Strict mode processing files with bad matches

All your suggestions, requests and ideas for future development
kim
Power User
Posts: 1251
Joined: 15 May 2014, 16:17

Re: Strict mode processing files with bad matches

Post by kim »

can you make it so that movie matching is in the log like the TV funnel ?
(that way I/we can better understand why and how to fix it)

the year 2 x weight, is that like 1 word = 1 x weight ?

btw: "The Bodyguard 2003"
#1 The Body 2003
#2 The Bodyguard 2004
User avatar
rednoah
The Source
Posts: 22976
Joined: 16 Nov 2011, 08:59
Location: Taipei
Contact:

Re: Strict mode processing files with bad matches

Post by rednoah »

You can find the relevant code here:
https://github.com/filebot/filebot/blob ... .java#L696

The overall metric consists of 4 metrics that are based on the name, and 1 metric with 2x weight based on the year. The currently implementation does not take year +- 1 into account when ranking results.

For debugging purposes, writing a script that will give you the values for each individual metric would make sense.
:idea: Please read the FAQ and How to Request Help.
kim
Power User
Posts: 1251
Joined: 15 May 2014, 16:17

Re: Strict mode processing files with bad matches

Post by kim »

I don't get much out of just looking at part of the code...
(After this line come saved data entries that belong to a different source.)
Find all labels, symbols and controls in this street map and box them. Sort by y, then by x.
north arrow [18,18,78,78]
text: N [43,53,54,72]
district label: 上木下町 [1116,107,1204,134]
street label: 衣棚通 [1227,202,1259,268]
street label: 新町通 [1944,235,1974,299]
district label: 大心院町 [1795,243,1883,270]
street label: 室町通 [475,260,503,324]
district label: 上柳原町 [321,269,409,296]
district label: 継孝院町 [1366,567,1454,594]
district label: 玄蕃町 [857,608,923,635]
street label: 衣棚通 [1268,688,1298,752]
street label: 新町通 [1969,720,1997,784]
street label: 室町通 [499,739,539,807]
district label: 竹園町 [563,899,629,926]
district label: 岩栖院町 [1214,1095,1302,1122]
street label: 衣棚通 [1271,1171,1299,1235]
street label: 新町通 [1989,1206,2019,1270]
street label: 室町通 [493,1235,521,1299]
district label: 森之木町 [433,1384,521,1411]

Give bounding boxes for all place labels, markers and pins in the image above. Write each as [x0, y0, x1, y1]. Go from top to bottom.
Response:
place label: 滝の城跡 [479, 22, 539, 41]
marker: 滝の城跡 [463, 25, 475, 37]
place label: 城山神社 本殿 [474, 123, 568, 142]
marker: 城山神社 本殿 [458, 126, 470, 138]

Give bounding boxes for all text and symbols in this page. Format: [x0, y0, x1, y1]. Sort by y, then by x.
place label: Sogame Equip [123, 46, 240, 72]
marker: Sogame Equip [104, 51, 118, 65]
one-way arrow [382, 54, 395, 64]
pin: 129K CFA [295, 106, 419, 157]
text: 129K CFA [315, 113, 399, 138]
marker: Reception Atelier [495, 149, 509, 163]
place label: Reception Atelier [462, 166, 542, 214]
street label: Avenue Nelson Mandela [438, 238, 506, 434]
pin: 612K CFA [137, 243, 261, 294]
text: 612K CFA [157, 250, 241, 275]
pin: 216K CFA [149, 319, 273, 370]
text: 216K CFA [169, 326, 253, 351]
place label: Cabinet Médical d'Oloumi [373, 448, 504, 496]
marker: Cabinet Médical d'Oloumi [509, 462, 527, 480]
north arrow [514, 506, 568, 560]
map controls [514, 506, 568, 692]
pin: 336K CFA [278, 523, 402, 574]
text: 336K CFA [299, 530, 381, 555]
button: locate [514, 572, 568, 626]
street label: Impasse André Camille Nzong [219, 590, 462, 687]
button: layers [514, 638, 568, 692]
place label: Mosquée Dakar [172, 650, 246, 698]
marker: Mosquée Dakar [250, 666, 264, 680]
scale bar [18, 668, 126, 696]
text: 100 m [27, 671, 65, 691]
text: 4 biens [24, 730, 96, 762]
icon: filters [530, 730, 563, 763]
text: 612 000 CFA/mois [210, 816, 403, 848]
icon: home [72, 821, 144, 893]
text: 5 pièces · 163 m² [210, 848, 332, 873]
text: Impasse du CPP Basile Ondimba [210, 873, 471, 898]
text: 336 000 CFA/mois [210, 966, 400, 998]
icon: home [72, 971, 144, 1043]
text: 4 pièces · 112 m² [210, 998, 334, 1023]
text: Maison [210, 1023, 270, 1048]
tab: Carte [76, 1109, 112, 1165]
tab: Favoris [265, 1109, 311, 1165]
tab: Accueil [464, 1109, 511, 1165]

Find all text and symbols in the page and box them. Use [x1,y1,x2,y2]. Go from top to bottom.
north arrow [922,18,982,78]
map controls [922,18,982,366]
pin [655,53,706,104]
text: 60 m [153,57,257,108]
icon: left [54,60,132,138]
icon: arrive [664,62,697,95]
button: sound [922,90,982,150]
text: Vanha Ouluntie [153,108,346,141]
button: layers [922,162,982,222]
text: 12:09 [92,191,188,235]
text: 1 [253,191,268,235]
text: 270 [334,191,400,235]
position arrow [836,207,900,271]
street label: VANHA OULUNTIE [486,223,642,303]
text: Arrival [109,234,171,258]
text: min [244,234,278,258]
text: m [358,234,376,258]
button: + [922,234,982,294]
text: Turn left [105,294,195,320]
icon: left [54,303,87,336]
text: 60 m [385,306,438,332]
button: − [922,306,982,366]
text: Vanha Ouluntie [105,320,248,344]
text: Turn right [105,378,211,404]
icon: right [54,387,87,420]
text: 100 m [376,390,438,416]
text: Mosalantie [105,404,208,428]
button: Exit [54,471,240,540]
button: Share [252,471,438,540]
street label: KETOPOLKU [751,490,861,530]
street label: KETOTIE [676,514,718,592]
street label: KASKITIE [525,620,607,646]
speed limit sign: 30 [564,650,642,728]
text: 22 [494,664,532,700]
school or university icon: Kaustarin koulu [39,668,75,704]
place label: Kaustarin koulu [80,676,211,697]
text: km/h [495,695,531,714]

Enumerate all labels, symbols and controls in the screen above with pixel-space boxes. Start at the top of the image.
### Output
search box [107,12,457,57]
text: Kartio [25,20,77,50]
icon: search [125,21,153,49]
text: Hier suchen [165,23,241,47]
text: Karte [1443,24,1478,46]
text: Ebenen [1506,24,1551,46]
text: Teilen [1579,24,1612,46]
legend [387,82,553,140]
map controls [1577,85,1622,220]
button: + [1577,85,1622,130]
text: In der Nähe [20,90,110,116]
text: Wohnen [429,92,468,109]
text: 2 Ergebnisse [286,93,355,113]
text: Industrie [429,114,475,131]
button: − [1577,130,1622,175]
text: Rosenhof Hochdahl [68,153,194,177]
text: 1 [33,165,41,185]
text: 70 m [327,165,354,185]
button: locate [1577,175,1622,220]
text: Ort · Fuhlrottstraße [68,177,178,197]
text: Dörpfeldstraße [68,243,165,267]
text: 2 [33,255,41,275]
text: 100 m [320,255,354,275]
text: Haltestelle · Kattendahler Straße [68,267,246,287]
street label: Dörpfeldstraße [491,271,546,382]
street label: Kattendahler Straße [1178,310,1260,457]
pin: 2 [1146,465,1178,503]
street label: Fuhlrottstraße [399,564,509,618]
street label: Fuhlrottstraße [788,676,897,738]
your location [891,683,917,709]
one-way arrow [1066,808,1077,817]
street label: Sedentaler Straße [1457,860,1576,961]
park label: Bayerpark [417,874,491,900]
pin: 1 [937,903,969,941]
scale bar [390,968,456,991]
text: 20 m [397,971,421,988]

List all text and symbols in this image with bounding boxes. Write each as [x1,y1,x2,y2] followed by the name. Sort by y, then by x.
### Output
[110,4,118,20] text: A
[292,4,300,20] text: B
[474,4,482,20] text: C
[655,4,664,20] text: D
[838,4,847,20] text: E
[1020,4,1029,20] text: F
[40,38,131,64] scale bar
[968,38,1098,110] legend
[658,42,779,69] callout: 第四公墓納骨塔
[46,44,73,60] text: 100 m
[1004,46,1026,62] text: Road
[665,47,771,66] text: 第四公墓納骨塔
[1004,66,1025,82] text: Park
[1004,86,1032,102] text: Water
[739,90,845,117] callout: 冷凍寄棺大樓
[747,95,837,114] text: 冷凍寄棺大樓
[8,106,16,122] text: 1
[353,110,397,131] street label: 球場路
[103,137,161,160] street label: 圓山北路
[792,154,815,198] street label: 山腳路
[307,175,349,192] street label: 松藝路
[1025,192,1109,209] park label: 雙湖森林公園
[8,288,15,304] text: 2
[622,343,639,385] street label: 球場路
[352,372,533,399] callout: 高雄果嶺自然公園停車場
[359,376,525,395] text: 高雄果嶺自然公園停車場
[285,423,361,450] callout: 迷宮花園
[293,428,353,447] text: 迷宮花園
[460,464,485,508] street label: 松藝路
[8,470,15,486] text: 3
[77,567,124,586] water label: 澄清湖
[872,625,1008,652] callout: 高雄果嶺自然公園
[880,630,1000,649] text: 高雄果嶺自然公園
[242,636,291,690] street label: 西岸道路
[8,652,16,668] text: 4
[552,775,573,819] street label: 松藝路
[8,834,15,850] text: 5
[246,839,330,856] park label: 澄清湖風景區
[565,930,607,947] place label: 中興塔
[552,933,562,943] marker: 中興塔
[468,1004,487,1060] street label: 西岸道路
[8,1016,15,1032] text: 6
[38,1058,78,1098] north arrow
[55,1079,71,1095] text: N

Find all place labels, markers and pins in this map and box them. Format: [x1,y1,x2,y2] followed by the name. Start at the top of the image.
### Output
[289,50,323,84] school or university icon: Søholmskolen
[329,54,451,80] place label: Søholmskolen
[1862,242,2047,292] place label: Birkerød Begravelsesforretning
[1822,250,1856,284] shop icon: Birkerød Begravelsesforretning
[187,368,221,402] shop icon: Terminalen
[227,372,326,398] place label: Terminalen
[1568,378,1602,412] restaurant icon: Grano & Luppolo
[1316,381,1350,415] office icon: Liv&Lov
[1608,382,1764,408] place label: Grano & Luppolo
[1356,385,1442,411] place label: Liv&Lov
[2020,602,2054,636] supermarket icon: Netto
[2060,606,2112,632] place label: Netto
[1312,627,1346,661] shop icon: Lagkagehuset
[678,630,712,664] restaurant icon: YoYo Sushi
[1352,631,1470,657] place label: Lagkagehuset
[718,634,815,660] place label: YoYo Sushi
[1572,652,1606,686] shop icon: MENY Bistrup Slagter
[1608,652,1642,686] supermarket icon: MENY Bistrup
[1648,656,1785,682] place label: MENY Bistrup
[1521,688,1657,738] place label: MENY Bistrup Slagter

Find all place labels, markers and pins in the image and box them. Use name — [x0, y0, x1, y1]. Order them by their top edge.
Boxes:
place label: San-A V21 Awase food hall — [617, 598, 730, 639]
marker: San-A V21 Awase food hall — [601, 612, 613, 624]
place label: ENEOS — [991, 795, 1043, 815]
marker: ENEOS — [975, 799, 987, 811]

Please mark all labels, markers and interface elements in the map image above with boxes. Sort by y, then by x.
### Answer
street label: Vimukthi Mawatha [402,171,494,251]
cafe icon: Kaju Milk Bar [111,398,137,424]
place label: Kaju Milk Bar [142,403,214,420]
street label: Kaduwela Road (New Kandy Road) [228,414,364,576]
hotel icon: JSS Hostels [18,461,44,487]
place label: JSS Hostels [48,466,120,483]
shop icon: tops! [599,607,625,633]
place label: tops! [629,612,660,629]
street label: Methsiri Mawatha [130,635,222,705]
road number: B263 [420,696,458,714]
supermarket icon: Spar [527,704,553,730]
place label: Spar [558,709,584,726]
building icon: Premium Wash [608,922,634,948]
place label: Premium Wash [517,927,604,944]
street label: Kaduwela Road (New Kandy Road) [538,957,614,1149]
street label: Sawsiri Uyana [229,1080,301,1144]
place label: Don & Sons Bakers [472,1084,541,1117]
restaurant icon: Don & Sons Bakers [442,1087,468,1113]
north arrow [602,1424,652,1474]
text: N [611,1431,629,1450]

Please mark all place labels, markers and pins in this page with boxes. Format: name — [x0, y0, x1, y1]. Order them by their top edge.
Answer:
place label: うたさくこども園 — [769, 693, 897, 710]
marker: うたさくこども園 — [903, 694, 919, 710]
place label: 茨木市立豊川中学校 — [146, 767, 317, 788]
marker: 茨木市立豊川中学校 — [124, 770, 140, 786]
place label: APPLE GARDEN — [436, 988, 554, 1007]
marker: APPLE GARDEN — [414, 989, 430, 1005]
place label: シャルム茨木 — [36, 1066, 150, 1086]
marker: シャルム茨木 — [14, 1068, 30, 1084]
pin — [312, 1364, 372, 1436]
"For debugging purposes, writing a script that will give you the values for each individual metric would make sense."
meaning you will write it or I ?
because I have NO idea how ;)
User avatar
rednoah
The Source
Posts: 22976
Joined: 16 Nov 2011, 08:59
Location: Taipei
Contact:

Re: Strict mode processing files with bad matches

Post by rednoah »

Here's some inspiration for a script like that:

Code: Select all

def file = 'Movie/Avatar/Avatar.2009.mkv' as File
def movies = MediaDetection.detectMovie(file, TheMovieDB, Locale.ENGLISH, false)


movies.each{ option ->
	println "$option <=> $file"
	println MediaDetection.movieMatchMetric.getSimilarity(file, option)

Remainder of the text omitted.